Paul Jones (suave, strong-willed and passionate Igor Romanoff) and Kate Robbins (feisty, privileged and contrary Juliet Moulsworth) are a charming and engaging couple, with a convincing connection between them as the star-crossed lovers, but both as equally compelling and assured individually in their dialogue and non-verbal performances. In clear view of the audience for much of the play in their individual bedrooms beneath the national flags, even when the focus is on the action on the main part of the stage, their subtle actions reinforce the progression of the play while rarely, if ever, pulling focus from those actors with dialogue on the main stage.
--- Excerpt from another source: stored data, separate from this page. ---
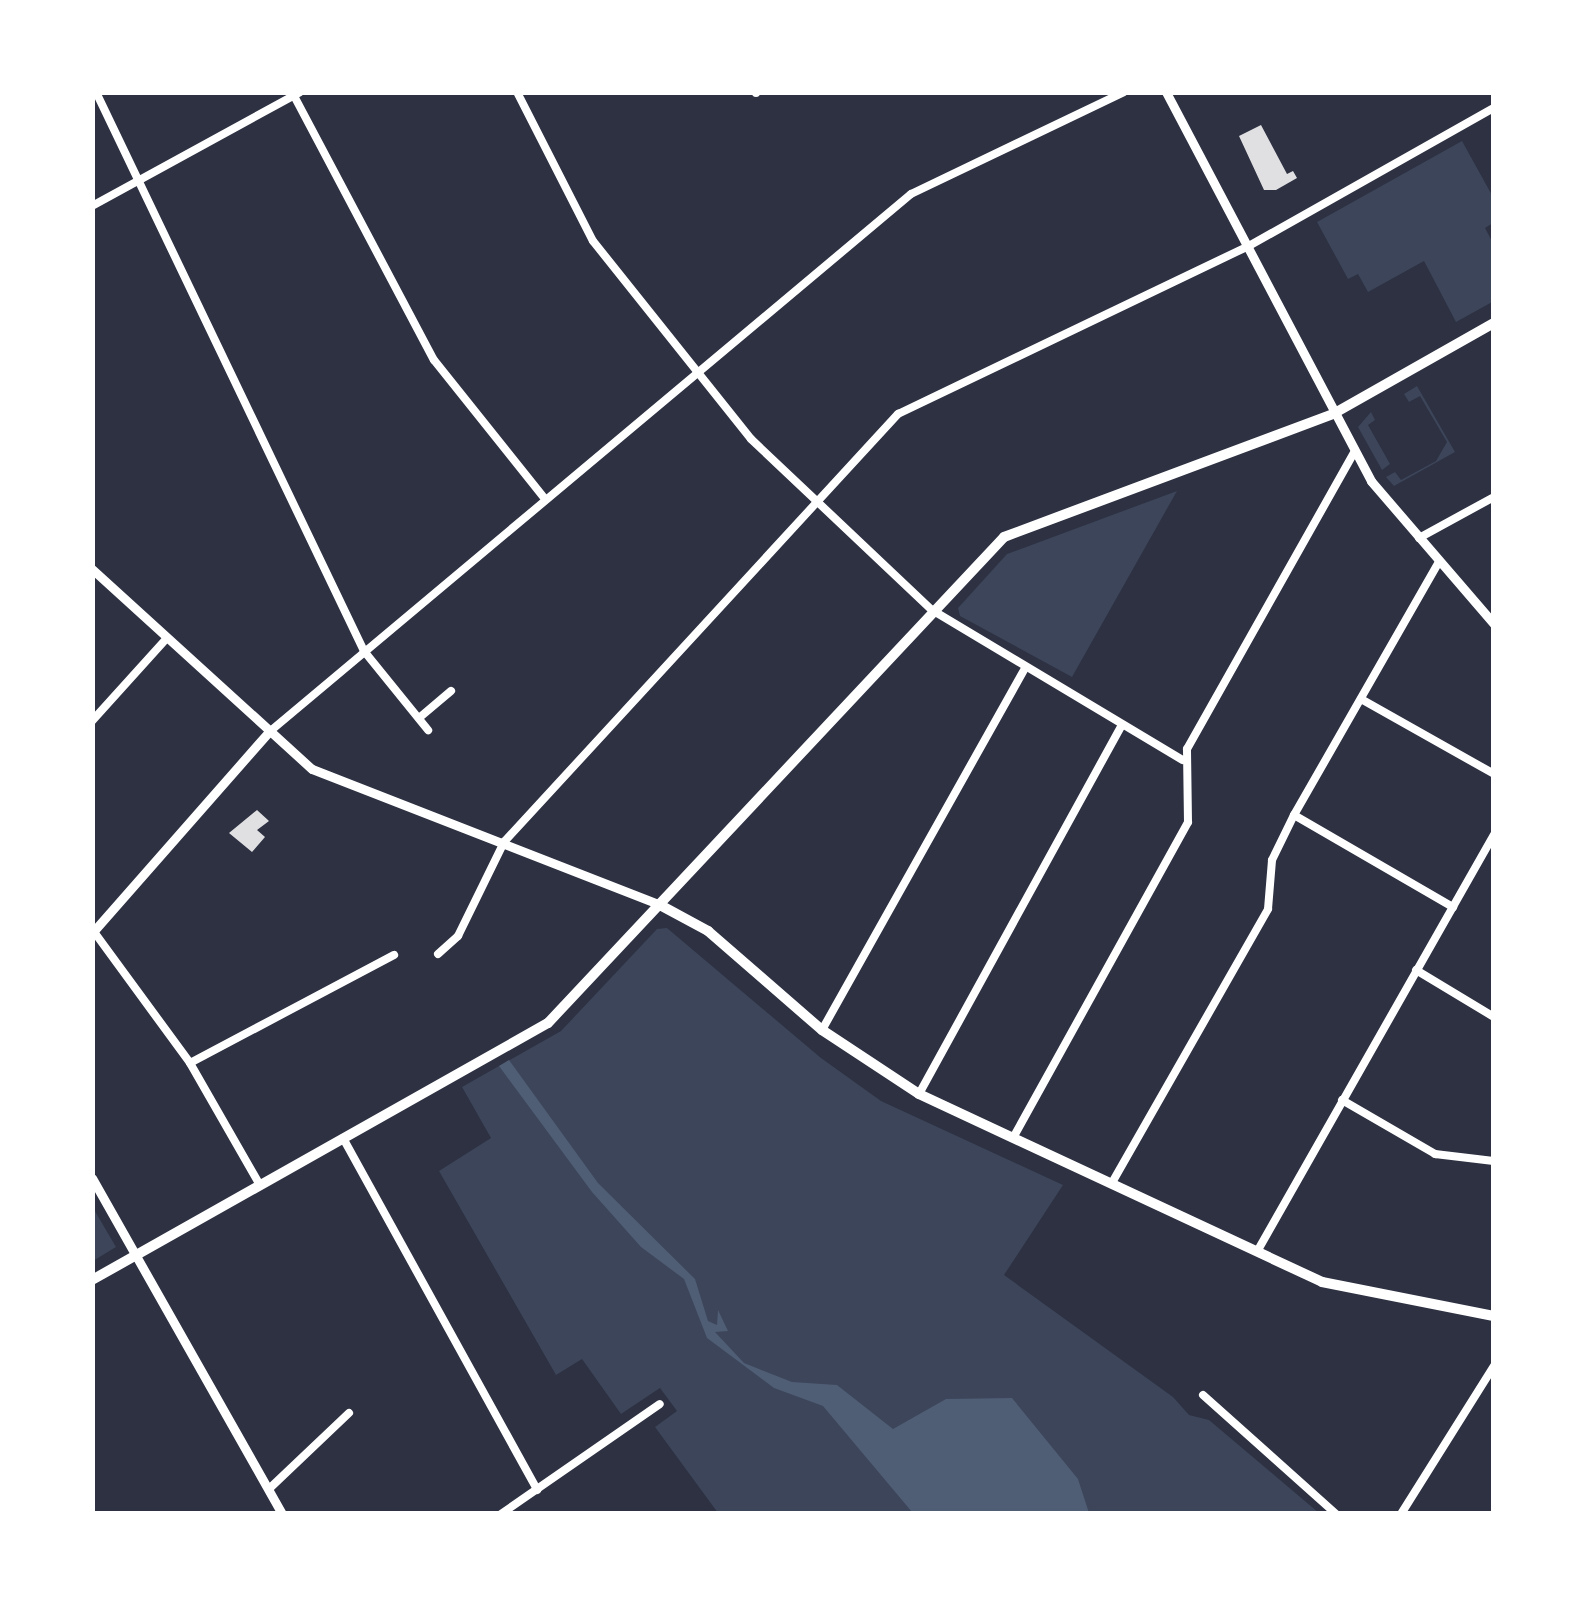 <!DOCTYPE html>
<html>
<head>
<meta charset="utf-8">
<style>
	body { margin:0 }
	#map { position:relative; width:1586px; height:1606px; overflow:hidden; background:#2d3142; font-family:Montserrat,sans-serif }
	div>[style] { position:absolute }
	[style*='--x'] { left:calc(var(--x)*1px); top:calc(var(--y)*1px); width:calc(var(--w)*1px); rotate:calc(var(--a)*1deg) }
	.green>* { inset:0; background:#3c4559 }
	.water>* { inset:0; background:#4f5d75 }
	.building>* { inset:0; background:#e0e0e3 }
	.minor>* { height:8px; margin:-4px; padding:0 4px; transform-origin:4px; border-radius:4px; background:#fff }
	.tertiary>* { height:9px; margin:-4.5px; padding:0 4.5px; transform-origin:4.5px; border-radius:4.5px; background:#fff }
	.secondary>* { height:10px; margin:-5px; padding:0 5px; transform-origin:5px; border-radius:5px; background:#fff }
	span { translate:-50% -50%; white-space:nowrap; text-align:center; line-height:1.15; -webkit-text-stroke:9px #fff; paint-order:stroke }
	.frame { position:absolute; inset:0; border:95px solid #fff; pointer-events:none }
</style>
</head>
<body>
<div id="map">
	<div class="green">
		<div style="clip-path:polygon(1462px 141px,1493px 197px,1493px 223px,1485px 228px,1493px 243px,1494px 301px,1456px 322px,1424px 261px,1368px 292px,1358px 274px,1348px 279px,1317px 222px)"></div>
		<div style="clip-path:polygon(1417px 386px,1455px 452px,1394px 486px,1386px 477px,1395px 472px,1401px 480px,1436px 461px,1447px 442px,1420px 396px,1409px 402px,1404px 394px)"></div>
		<div style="clip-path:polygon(1371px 412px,1375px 420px,1368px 425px,1390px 464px,1382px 470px,1358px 427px)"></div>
		<div style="clip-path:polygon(1177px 491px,1072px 677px,960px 616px,958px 608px,1007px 554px)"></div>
		<div style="clip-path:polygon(667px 928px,821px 1058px,881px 1101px,1063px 1185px,1004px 1275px,1173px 1397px,1189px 1415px,1209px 1420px,1319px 1513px,718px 1513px,655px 1427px,677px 1411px,660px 1388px,621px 1414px,582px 1359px,556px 1375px,439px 1171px,491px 1138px,462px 1087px,561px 1031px,657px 929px)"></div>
		<div style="clip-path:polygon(92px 1206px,116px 1247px,93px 1261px,92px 1261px)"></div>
	</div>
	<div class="water">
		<div style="clip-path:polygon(509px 1060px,598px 1183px,695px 1279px,708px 1321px,717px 1325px,718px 1310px,728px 1331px,715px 1332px,744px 1363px,792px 1382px,837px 1385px,893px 1429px,946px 1399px,1012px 1398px,1078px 1479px,1089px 1513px,912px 1512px,823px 1406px,774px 1388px,707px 1338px,684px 1279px,641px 1247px,592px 1192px,499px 1066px)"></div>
	</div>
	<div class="building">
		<div style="clip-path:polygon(1261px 125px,1287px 174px,1293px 171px,1297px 178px,1276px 190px,1264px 190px,1239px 136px)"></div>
		<div style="clip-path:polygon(257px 810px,269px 821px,257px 830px,265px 837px,252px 852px,229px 833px)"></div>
	</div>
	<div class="minor">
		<div style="--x:96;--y:92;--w:620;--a:64.39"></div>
		<div style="--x:364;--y:651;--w:102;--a:51"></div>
		<div style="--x:292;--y:92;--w:303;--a:62.1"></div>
		<div style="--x:434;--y:360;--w:178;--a:51.4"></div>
		<div style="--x:517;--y:92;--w:167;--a:63"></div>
		<div style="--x:593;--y:241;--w:253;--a:51.4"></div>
		<div style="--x:751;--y:439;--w:249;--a:43.4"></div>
		<div style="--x:932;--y:610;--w:292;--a:30.9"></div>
		<div style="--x:756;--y:92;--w:1;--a:90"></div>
		<div style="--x:92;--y:206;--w:237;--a:-28.7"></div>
		<div style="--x:1419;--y:538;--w:85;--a:-28.7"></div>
		<div style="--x:1361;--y:699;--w:153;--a:29.4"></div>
		<div style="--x:419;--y:718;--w:42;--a:-40.2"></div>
		<div style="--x:92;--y:721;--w:112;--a:-47.9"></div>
		<div style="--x:268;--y:733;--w:839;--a:-39.97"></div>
		<div style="--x:911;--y:194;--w:236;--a:-25.6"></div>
		<div style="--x:1294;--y:815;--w:184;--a:30.1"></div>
		<div style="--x:92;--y:929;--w:166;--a:53.8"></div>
		<div style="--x:190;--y:1063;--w:141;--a:60.2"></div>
		<div style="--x:438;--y:954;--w:27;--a:-42"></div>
		<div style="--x:458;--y:936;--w:105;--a:-63.9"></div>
		<div style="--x:504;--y:842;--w:582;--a:-47.37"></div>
		<div style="--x:898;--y:414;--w:387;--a:-25.6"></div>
		<div style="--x:1247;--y:247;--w:283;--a:-29.4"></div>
		<div style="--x:1416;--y:970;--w:91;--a:31.1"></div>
		<div style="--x:822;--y:1030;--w:415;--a:-60.7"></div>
		<div style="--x:190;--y:1063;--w:231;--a:-27.9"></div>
		<div style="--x:919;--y:1094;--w:420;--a:-61.2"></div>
		<div style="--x:1342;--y:1100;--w:108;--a:30.1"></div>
		<div style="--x:1435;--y:1154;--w:59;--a:6.8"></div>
		<div style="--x:343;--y:1138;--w:402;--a:61.1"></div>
		<div style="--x:1013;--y:1138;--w:361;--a:-61"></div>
		<div style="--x:1188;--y:822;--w:73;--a:-90.8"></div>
		<div style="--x:1187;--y:749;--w:340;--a:-60.6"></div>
		<div style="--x:1113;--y:1181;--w:313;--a:-60.3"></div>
		<div style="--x:1268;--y:909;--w:49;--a:-85.3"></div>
		<div style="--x:1272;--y:860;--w:50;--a:-63.9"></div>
		<div style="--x:1294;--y:815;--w:292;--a:-60.2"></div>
		<div style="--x:1258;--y:1250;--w:478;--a:-60.4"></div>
		<div style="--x:1203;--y:1395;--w:178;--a:41.8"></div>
		<div style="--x:270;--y:1488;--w:109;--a:-43.5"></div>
		<div style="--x:501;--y:1514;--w:193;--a:-34.7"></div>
		<div style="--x:1401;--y:1514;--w:175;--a:-57.9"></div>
	</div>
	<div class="tertiary">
		<div style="--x:1166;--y:92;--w:440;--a:62.2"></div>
		<div style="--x:1371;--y:481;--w:189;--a:49.3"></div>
		<div style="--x:92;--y:569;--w:297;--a:42.3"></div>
		<div style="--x:312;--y:769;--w:374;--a:21.3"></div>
		<div style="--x:92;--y:933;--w:266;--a:-48.7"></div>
		<div style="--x:92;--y:1178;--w:386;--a:60.5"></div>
	</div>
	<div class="secondary">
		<div style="--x:660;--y:905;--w:55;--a:28.4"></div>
		<div style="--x:708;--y:931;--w:151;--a:41"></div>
		<div style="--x:822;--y:1030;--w:116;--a:33.4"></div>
		<div style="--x:919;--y:1094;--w:445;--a:25"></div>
		<div style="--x:1322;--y:1282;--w:175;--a:11.2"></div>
		<div style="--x:92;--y:1280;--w:523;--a:-29.41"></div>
		<div style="--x:548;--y:1023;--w:666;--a:-46.82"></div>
		<div style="--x:1004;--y:537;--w:351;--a:-20.5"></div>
		<div style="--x:1333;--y:414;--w:185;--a:-29.5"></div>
	</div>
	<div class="frame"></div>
</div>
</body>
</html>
Morgan is excellent as the General of this imaginary European country, authoritative yet benevolent and jovial, the ultimate diplomate as he seeks to bring peace between the two opposing ambassadors; his comic timing is great and he seems perfectly at ease breaking the fourth wall of theatre as he addresses the audience directly, giving explanatory monologues with ease and panache. Neil Sharman and Adrian Barrett are ideal support for him as the two nominal soldiers of the country’s army, enjoying a terrific rapport between themselves and Morgan, with Sharman the more naïve and affable of the two against Barrett’s wiser and more assertive compatriot – an excellent comic duo providing light relief during some of the more intense moments.
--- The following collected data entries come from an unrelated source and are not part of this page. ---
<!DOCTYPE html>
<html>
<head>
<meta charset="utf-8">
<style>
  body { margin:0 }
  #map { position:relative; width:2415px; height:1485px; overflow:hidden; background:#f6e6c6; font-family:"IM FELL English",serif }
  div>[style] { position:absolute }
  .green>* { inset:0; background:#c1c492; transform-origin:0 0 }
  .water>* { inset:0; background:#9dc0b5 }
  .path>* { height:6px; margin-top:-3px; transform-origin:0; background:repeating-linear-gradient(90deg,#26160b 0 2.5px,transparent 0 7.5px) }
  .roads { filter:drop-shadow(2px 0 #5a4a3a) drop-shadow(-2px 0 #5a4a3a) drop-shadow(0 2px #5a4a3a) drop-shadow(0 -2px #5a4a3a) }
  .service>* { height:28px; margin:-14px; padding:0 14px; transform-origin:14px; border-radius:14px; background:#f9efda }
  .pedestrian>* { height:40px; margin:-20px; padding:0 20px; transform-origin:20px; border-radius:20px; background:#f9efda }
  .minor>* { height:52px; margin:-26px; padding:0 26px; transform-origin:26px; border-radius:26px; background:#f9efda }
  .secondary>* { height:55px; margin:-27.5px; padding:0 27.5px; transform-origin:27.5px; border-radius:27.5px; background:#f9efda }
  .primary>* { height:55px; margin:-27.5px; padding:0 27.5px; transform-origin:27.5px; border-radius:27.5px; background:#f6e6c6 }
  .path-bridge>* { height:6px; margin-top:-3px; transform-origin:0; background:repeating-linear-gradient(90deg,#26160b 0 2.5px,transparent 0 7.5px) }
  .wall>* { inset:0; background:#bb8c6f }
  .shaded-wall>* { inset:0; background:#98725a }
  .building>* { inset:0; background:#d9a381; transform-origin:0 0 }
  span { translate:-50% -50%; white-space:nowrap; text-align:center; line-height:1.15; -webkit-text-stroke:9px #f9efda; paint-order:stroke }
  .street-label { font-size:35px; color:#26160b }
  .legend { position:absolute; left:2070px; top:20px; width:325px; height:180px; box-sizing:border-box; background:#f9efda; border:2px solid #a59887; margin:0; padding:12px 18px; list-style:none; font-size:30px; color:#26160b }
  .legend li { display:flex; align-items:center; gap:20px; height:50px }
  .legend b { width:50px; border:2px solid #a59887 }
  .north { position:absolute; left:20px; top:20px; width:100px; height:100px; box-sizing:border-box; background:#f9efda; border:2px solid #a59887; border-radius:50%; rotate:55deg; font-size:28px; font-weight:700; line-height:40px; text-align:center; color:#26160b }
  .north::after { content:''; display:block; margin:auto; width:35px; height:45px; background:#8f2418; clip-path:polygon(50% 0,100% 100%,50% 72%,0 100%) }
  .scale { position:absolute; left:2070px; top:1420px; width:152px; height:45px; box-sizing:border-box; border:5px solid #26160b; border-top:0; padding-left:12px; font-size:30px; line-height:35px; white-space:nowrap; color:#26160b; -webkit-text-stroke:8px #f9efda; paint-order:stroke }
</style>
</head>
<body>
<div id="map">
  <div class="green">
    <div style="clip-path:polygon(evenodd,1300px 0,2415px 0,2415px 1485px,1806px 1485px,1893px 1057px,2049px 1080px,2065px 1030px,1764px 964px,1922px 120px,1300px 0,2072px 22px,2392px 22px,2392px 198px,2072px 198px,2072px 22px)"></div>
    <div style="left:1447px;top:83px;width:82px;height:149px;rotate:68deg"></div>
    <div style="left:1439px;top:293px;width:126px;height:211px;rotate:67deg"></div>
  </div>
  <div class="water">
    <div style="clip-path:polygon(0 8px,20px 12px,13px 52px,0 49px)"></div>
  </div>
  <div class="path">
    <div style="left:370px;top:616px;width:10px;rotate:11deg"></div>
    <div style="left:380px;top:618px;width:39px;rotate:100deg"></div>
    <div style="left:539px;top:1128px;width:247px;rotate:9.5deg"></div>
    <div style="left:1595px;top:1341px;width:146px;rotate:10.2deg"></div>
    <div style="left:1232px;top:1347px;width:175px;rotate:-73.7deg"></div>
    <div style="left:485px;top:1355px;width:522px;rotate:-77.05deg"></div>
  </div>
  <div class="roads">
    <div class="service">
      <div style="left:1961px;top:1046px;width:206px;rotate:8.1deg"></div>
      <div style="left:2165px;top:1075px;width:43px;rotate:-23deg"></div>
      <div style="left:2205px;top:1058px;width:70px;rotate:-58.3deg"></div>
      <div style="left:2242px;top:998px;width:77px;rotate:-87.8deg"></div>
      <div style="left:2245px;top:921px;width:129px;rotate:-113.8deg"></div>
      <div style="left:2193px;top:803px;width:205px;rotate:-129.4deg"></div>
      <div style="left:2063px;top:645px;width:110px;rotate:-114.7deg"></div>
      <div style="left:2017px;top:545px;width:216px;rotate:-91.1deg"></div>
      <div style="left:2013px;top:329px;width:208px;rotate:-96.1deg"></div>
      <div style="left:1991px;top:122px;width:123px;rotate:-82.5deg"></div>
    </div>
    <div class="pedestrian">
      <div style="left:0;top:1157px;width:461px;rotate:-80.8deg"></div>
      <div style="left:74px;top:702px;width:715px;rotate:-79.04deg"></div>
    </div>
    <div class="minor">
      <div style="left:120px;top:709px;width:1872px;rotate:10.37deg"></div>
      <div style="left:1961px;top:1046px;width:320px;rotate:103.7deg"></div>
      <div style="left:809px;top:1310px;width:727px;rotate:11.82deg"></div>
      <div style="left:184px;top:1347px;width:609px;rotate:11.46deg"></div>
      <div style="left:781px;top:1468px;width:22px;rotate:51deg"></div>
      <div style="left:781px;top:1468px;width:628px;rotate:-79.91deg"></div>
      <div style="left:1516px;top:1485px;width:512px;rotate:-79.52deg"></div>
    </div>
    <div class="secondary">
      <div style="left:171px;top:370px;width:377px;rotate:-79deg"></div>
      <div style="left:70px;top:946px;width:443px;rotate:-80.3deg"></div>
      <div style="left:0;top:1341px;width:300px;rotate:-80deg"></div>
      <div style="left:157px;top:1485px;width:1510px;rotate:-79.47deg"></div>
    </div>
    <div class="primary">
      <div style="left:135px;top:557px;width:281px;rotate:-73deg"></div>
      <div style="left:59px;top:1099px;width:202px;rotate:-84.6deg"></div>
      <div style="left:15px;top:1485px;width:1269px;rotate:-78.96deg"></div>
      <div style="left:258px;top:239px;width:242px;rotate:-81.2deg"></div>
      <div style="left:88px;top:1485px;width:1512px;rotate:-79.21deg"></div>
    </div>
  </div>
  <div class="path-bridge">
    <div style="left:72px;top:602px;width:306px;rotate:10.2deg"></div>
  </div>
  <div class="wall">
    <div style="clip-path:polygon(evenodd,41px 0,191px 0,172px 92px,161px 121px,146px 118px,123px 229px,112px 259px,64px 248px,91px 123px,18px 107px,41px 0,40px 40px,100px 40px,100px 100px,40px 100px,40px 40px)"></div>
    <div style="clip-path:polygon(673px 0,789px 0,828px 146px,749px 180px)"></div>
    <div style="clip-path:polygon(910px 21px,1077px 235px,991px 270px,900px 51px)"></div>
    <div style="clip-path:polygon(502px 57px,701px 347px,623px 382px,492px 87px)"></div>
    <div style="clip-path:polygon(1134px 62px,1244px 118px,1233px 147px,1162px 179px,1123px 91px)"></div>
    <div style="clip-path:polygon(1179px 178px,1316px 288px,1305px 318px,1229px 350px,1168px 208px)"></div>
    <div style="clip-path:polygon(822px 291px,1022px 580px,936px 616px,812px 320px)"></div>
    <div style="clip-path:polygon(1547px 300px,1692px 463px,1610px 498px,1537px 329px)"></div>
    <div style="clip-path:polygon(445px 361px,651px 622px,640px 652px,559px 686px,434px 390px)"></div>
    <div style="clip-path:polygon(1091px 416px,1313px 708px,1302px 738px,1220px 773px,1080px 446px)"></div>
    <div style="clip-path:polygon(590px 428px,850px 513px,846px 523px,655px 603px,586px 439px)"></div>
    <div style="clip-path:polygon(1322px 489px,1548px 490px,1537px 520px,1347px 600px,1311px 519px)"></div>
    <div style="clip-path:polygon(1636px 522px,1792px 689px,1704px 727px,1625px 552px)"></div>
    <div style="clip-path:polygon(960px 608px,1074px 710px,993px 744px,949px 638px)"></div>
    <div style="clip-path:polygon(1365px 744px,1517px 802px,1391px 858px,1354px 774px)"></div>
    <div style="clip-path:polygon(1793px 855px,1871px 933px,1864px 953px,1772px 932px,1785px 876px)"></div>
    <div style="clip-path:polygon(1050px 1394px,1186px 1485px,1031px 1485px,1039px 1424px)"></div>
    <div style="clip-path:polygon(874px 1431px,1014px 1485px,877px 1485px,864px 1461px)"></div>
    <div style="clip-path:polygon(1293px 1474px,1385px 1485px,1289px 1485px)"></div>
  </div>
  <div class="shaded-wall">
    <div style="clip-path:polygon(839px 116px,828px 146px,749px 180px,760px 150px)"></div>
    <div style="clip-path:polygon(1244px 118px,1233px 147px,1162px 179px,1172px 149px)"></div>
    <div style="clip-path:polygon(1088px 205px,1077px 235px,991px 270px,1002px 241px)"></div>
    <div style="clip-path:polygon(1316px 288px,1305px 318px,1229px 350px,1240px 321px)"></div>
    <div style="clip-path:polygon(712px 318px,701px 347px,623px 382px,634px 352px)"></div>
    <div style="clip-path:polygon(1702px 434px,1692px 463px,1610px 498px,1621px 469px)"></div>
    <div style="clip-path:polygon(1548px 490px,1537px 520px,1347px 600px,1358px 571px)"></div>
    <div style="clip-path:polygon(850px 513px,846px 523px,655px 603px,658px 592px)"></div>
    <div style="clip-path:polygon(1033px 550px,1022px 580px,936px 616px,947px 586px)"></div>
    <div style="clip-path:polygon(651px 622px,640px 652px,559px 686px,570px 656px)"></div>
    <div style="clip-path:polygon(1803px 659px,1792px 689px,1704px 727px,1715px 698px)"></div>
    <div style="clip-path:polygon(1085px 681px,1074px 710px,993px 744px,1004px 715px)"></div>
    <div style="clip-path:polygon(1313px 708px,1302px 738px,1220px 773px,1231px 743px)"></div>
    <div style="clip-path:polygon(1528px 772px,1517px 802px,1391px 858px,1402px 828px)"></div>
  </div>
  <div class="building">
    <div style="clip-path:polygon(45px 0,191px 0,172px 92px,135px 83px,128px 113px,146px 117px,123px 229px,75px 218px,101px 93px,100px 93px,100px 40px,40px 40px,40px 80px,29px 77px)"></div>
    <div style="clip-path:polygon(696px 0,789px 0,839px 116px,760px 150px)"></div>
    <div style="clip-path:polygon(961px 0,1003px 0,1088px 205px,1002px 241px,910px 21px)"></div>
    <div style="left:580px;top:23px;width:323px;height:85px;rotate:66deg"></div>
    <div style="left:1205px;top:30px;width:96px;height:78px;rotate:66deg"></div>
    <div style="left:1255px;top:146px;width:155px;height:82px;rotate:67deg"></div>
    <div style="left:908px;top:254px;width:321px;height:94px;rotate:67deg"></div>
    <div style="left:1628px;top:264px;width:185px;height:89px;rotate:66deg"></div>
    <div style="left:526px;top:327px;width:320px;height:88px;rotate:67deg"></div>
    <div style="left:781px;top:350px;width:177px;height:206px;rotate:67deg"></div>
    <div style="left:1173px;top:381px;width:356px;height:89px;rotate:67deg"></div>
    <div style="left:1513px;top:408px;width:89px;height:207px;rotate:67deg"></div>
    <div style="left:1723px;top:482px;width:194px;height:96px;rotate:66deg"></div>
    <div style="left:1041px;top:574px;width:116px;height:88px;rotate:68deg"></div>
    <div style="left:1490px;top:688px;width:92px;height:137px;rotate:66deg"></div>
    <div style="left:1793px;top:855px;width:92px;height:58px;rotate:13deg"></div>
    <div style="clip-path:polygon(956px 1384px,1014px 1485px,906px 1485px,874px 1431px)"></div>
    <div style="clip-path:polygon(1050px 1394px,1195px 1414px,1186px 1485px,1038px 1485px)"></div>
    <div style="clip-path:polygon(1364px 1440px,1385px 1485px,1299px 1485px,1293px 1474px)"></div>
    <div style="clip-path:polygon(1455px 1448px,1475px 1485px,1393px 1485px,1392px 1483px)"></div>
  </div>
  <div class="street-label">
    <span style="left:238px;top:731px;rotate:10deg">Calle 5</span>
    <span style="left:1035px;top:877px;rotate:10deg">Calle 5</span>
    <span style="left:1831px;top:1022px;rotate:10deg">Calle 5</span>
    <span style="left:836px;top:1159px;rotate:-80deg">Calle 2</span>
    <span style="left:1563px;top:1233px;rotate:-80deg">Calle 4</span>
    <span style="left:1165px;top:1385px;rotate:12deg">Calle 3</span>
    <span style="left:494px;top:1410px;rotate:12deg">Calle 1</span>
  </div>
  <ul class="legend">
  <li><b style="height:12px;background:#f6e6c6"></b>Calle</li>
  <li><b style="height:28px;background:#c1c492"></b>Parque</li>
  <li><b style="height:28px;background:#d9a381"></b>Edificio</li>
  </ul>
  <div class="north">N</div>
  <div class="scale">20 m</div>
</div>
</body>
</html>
Both Colin Carter (brash, larger-than-life American ambassador, Hooper Moulsworth) and Tim Ponsford (rigid, emotionally-detached Russian ambassador, Vadim Romanoff) brilliantly depict strong and powerful political representatives of their countries and heads of their respective families, yet the conflict and despair that they feel at times is equally palpable as they struggle to come to terms with their political convictions and familial love.
Although not without its minor faults, Bishopstoke Players (under Burton’s skilful direction, ensuring great comic timing, purposeful movement and sensitive interpretation) have vividly brought to life Ustinov’s brilliant storytelling, gentle humour yet sharp wit and insightful narrative – in short, a very, very good and enjoyable production, well worth seeing!
Runs until Saturday 19 May 2018, 7:30pm nightly.